EXCERPTED DATA START
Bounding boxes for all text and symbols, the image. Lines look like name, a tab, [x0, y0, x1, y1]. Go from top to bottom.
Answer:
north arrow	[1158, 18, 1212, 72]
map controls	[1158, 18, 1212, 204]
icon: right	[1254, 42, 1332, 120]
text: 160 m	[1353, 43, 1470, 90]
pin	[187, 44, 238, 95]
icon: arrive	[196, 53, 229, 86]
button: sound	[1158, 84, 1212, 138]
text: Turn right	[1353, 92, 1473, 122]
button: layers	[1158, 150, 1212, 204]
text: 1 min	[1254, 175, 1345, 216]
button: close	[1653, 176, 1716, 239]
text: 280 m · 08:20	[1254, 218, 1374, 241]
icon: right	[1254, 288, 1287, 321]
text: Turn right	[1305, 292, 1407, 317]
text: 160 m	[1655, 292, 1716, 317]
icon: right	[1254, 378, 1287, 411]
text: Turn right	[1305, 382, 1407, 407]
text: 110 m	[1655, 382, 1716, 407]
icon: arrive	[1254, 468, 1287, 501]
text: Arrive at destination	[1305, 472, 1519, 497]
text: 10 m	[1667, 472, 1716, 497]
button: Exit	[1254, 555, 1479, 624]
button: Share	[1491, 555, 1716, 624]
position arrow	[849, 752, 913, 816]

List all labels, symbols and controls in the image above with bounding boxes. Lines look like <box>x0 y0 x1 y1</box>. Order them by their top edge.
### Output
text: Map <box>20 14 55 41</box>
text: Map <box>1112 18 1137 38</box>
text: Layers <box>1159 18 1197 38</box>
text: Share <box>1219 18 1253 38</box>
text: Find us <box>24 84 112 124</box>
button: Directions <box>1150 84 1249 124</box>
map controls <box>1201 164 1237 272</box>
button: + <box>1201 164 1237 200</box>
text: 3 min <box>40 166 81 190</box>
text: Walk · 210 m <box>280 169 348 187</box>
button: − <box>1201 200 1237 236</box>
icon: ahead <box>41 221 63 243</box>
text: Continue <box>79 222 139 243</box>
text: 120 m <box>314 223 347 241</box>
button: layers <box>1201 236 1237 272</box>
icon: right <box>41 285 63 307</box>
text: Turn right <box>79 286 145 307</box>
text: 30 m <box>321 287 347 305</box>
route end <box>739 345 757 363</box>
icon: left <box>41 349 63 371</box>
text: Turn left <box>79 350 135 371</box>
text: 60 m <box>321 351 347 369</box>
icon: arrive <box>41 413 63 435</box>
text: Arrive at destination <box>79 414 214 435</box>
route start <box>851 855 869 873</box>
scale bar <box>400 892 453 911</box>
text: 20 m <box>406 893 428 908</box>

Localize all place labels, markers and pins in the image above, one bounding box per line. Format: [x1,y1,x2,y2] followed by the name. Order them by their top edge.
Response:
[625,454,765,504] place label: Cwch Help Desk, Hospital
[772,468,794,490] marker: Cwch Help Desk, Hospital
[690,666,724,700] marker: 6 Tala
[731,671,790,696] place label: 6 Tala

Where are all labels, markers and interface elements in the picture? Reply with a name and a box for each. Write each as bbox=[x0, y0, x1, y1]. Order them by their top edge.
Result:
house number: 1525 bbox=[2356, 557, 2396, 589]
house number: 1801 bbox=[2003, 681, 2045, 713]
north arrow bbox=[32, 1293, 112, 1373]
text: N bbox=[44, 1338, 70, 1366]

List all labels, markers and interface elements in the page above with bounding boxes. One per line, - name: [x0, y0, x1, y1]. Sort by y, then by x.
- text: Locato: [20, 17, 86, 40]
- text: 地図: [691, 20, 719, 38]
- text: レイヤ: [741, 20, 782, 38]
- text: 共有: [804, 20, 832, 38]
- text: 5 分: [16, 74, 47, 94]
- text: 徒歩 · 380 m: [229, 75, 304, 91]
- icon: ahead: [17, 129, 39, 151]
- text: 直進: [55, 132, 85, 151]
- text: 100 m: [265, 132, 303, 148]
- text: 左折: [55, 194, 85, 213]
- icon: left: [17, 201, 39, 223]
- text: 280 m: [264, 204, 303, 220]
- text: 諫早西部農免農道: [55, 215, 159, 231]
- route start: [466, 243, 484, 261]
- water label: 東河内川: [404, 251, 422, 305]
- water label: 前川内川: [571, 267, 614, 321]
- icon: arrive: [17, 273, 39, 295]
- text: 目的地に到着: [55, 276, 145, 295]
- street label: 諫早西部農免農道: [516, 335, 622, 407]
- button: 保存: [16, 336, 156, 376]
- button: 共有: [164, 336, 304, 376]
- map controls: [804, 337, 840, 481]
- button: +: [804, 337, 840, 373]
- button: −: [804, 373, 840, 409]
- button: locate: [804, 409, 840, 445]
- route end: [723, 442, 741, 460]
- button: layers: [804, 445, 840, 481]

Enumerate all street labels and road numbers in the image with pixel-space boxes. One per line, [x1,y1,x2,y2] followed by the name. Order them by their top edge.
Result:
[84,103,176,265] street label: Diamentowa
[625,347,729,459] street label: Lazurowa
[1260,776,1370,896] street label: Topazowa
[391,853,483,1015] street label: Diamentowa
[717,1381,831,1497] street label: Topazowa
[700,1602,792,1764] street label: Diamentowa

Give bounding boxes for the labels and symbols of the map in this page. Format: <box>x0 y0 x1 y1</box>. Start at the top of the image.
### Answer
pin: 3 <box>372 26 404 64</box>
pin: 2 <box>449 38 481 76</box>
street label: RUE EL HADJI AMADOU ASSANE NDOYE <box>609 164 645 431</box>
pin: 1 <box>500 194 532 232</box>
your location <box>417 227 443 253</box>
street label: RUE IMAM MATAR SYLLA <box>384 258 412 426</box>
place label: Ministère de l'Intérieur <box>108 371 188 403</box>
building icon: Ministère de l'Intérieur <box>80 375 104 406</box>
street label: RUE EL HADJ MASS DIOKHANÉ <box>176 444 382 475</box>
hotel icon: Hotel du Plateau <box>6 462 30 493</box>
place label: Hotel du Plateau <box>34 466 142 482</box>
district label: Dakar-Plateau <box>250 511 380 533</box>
EXCERPTED DATA END
» **WHAT THE EXERCISE ASKS**:
Check each line in the entries above for the string "like", then give the number of matching lines alone.

» **RESPONSE**:
2